Nanoparticle-based extracellular vesicles and stem cells: labelling, imaging and safety assessment

Nanoparticles (NPs) are transforming biomedical research thanks to their unique physicochemical properties, which enable precise interactions with biological systems and new tracking applications in regenerative therapy. This thesis investigates the use of NPs, specifically iron oxide and gold NPs, in combination with stem cells and extracellular vesicles (EVs) to optimize the non-invasive tracking of those therapeutic agents in preclinical models. Experiments in vitro and in vivo were conducted with iron oxide and gold NPs to evaluate their effectiveness in magnetic resonance imaging (MRI) and micro-computed tomography (micro-CT).
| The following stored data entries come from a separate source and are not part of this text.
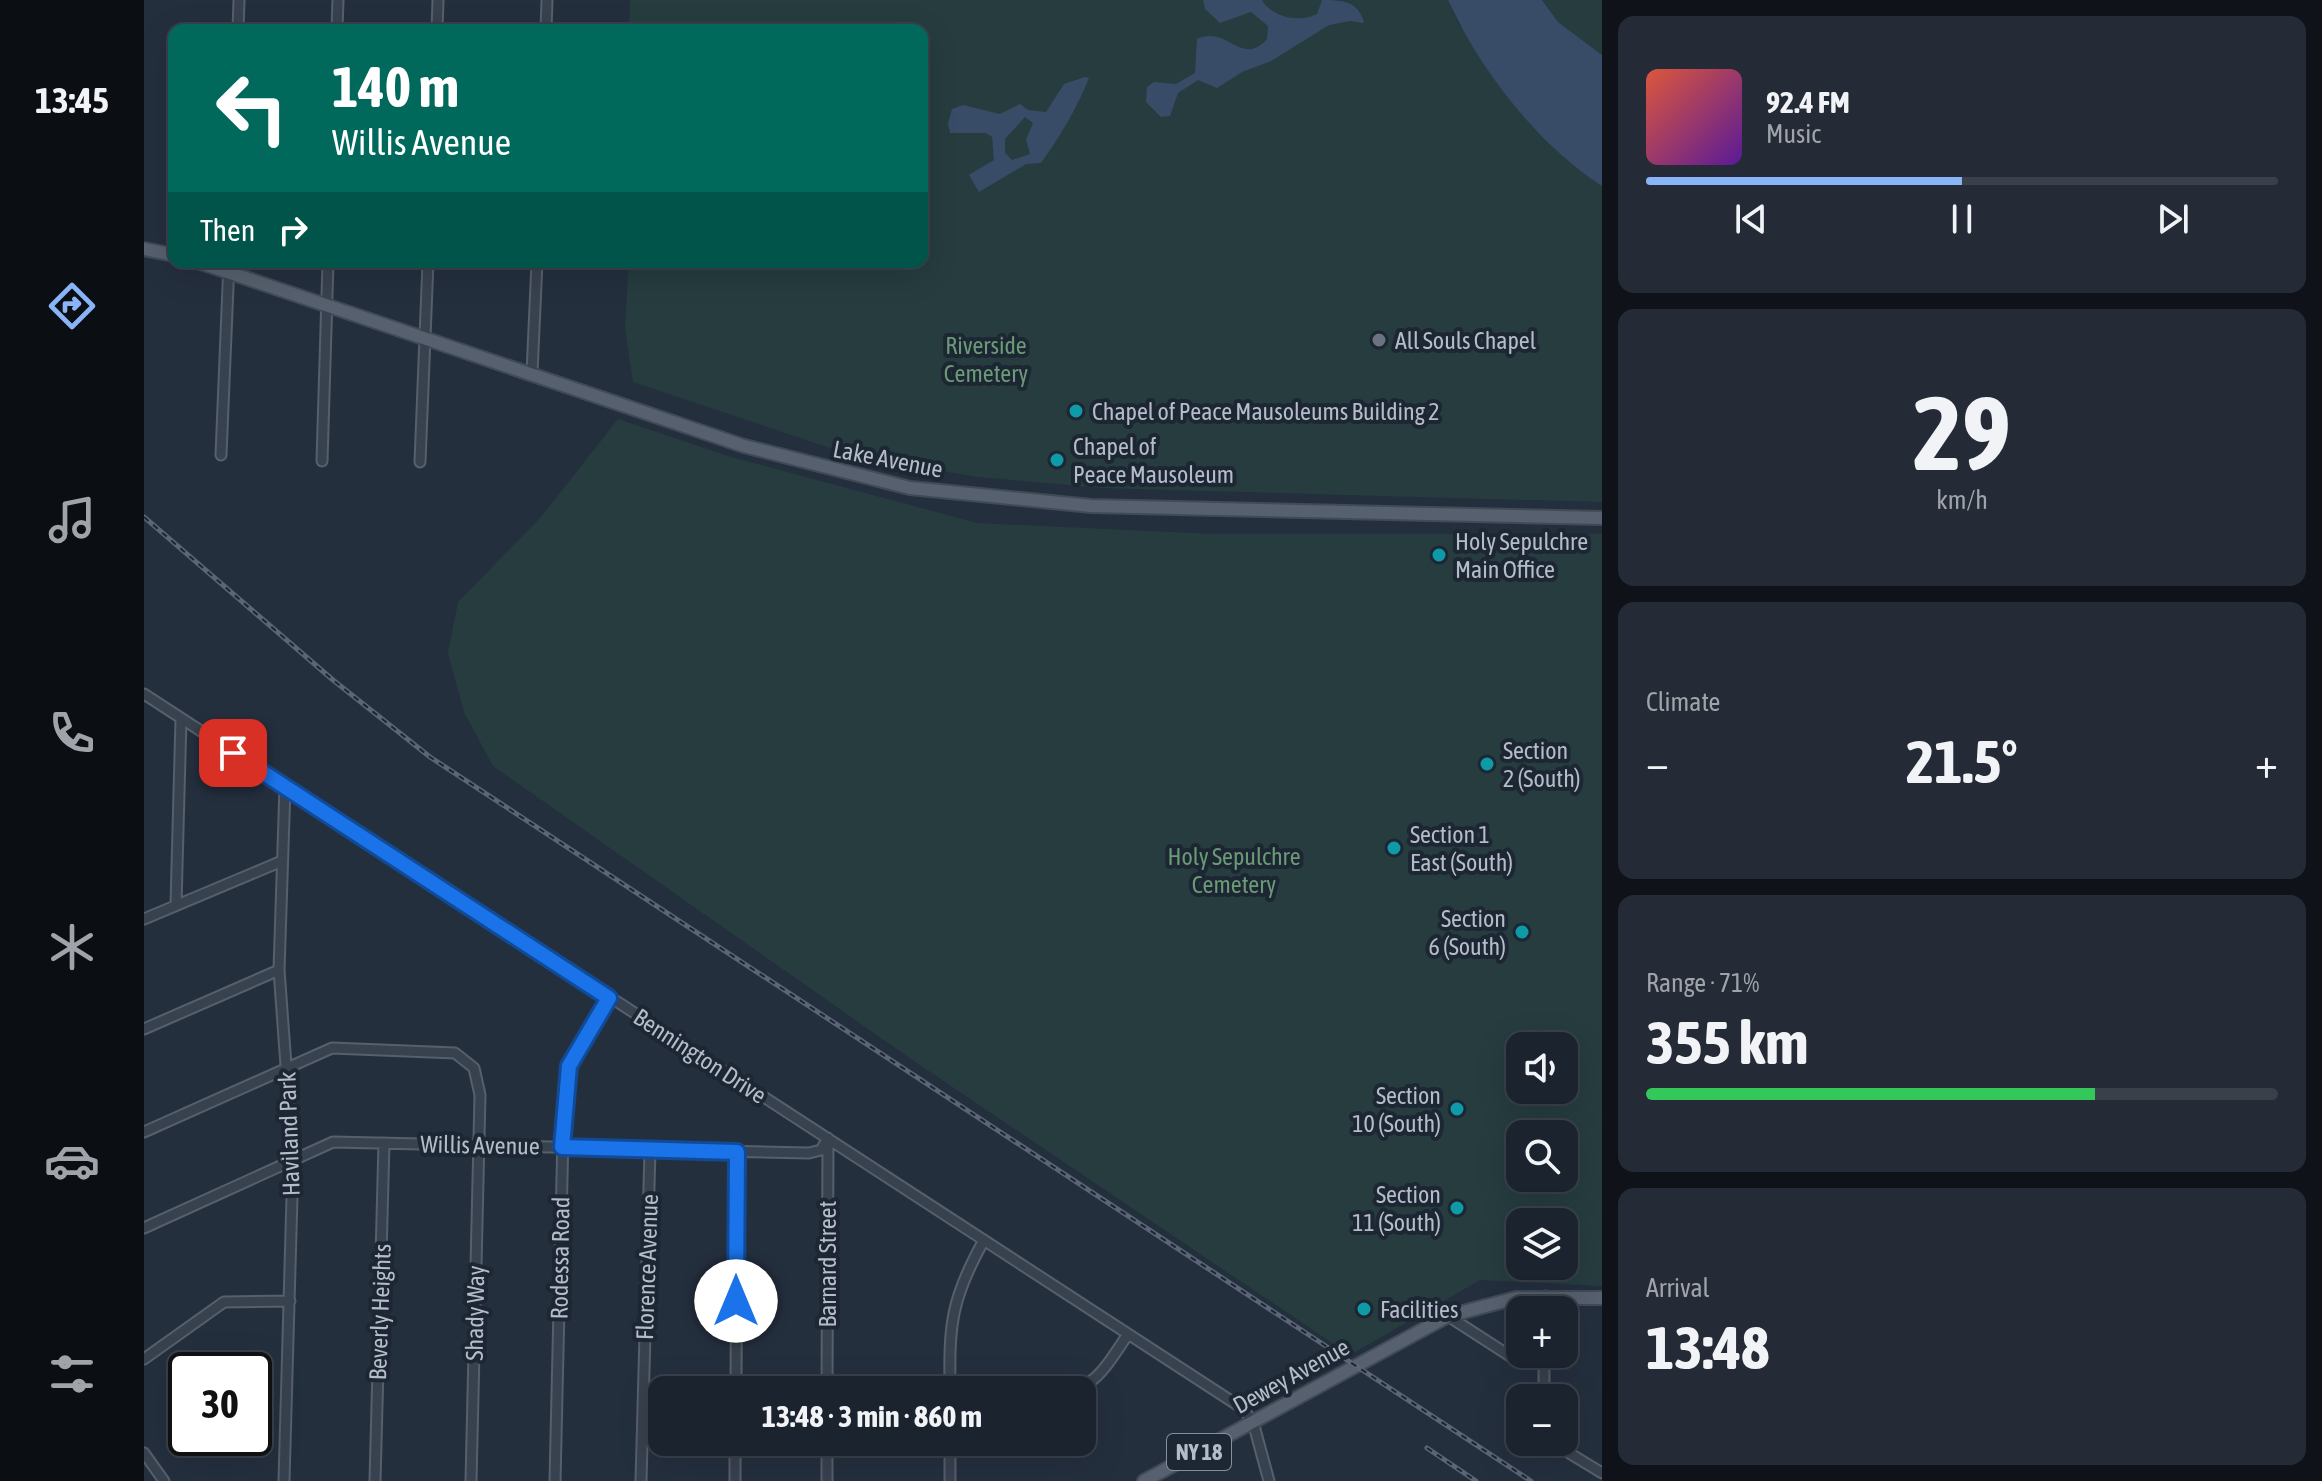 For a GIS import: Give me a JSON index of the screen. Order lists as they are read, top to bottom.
{
  "streets": {
    "main road": ["Lake Avenue", "Dewey Avenue", "NY 18"],
    "street": [
      "Bennington Drive",
      "Haviland Park",
      "Willis Avenue",
      "Rodessa Road",
      "Barnard Street",
      "Florence Avenue",
      "Beverly Heights",
      "Shady Way"
    ]
  },
  "crossings": [
    ["Bennington Drive", "Haviland Park"],
    ["Bennington Drive", "Willis Avenue"],
    ["Bennington Drive", "Rodessa Road"],
    ["Bennington Drive", "Barnard Street"],
    ["Bennington Drive", "Dewey Avenue"],
    ["Haviland Park", "Willis Avenue"],
    ["Haviland Park", "Shady Way"],
    ["Willis Avenue", "Rodessa Road"],
    ["Willis Avenue", "Barnard Street"],
    ["Willis Avenue", "Florence Avenue"],
    ["Willis Avenue", "Beverly Heights"],
    ["Willis Avenue", "Shady Way"]
  ],
  "parks": ["Riverside Cemetery", "Holy Sepulchre Cemetery"],
  "places": [
    "All Souls Chapel",
    "Chapel of Peace Mausoleums Building 2",
    "Chapel of Peace Mausoleum",
    "Holy Sepulchre Main Office",
    "Section 2 (South)",
    "Section 1 East (South)",
    "Section 6 (South)",
    "Section 10 (South)",
    "Section 11 (South)",
    "Facilities"
  ],
  "page": {
    "tabs": "13:45",
    "turn": ["140 m", "Willis Avenue"],
    "song": ["92.4 FM", "Music"],
    "then": "Then",
    "tile": [
      ["29", "km/h"],
      "Climate",
      ["Range · 71%", "355 km"],
      ["Arrival", "13:48"]
    ],
    "heat": ["−", "21.5°", "+"],
    "map_buttons": ["+", "−"],
    "limit": "30",
    "trip": "13:48 · 3 min · 860 m"
  }
}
These findings suggest that combining NPs with EVs or stem cells can be useful for different imaging techniques and can provide a comprehensive view of the biodistribution and behaviour of therapeutic agents, expanding the possibilities for monitoring regenerative therapies. However, before any nanoparticle-labeled stem cell or EV-based therapy can be translated to the first-time-in-human (FTIH), rigorous preclinical safety assessments are mandatory. The OECD has been actively developing and adapting test guidelines for evaluating the safety of nanomaterials, including nanoparticle-labeled stem cells and extracellular vesicles. This thesis provides insight on the OECD Test Guidelines used to evaluate, as the first steps, the genotoxicity of possible therapeutic agent.